Stored items:
══════════════════════════════
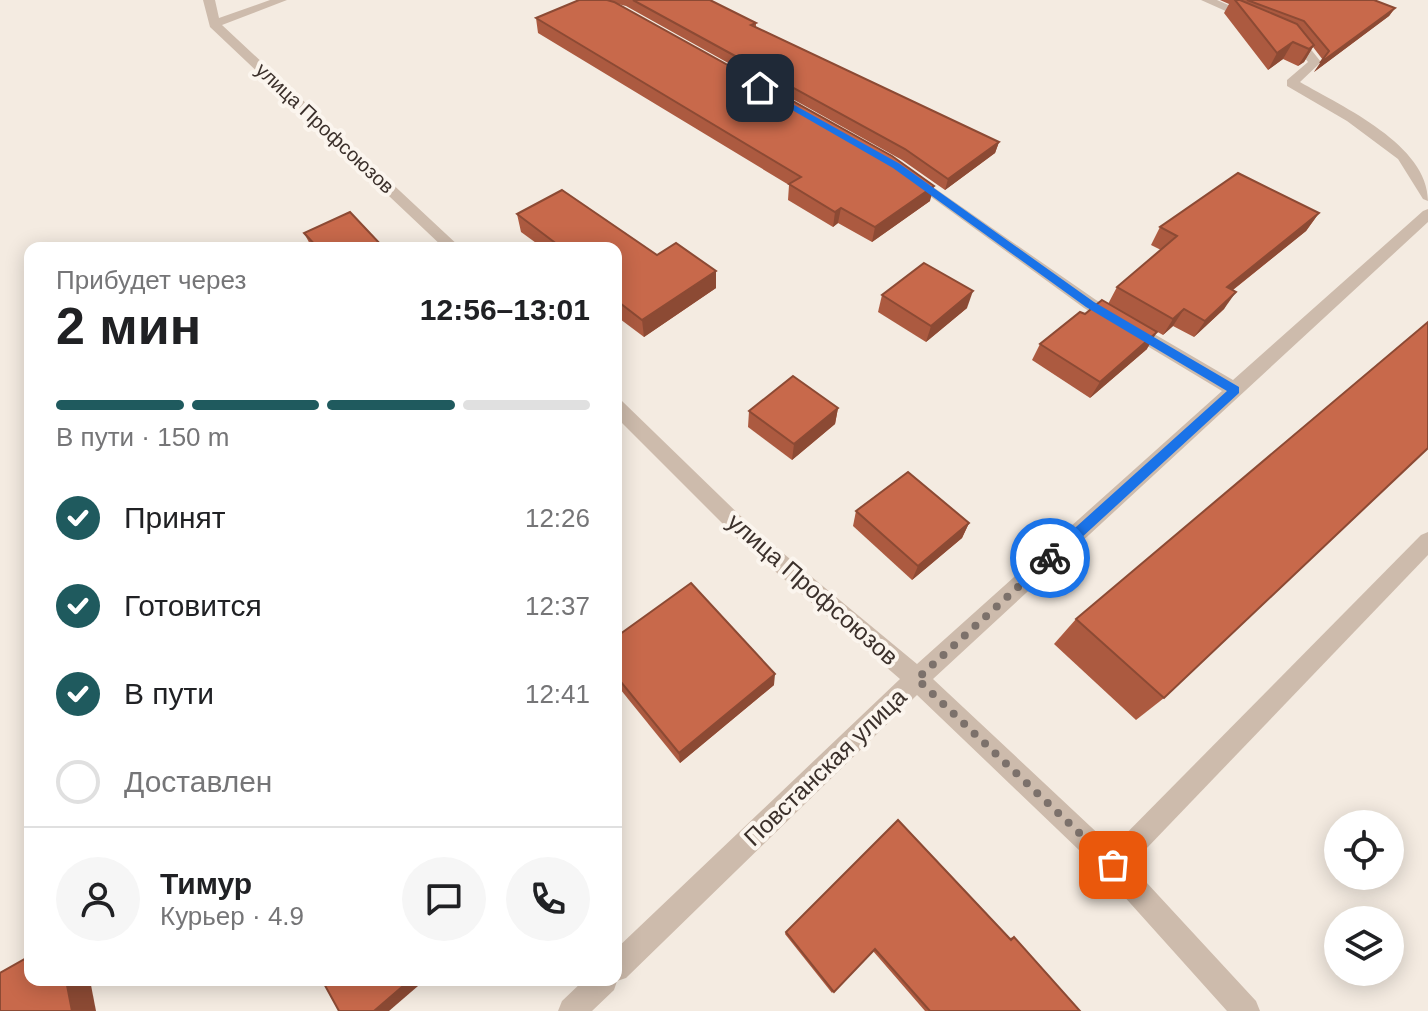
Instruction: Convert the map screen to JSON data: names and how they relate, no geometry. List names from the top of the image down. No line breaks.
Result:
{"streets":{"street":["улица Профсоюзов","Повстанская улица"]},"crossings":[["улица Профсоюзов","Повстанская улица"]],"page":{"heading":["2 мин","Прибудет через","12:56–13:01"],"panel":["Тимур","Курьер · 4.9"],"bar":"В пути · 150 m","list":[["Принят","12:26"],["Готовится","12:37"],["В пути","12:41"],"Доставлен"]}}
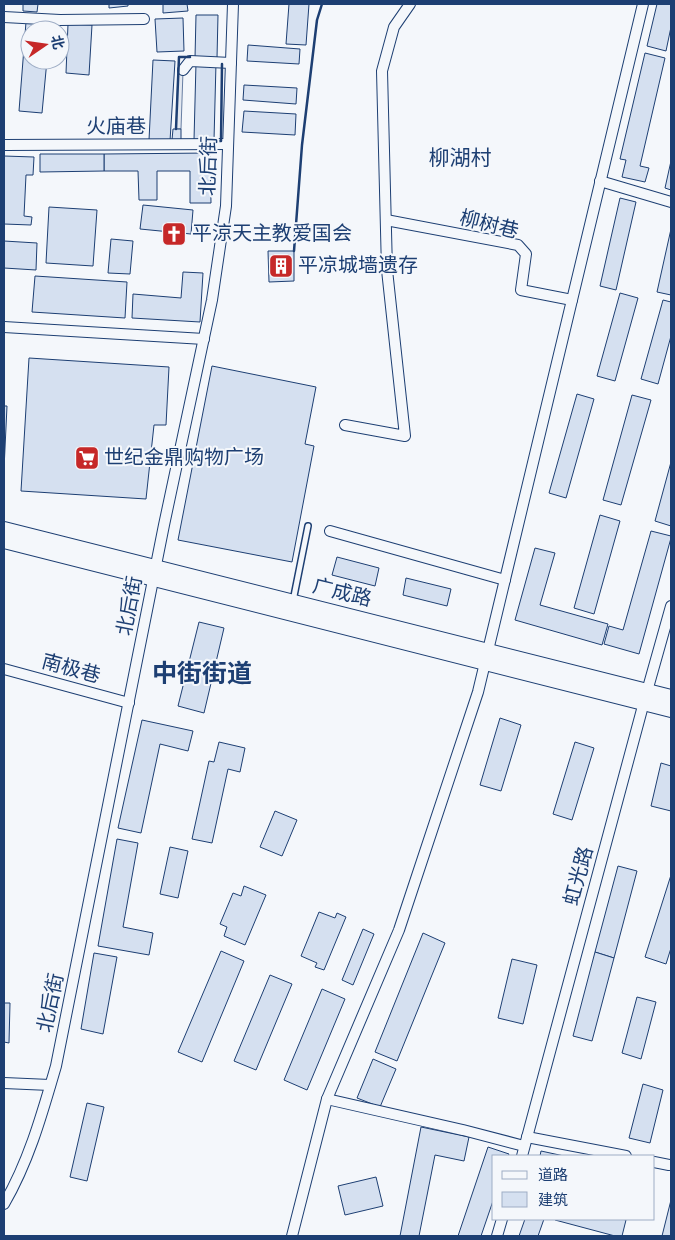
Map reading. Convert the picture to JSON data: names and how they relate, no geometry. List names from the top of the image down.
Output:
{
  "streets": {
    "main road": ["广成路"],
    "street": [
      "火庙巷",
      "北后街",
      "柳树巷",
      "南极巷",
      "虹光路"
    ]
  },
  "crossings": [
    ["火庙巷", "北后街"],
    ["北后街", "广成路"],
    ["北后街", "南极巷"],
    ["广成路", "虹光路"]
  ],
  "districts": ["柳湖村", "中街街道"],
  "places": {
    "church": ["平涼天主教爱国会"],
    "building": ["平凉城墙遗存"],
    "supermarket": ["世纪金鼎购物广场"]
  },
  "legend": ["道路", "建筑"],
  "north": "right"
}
══════════════════════════════
_Exercise directions_
Report back every line of the entries in which "they" occurs.

_Task output_
Instruction: Convert the map screen to JSON data: names and how they relate, no geometry. List names from the top of the image down. No line breaks.
Map reading. Convert the picture to JSON data: names and how they relate, no geometry. List names from the top of the image down.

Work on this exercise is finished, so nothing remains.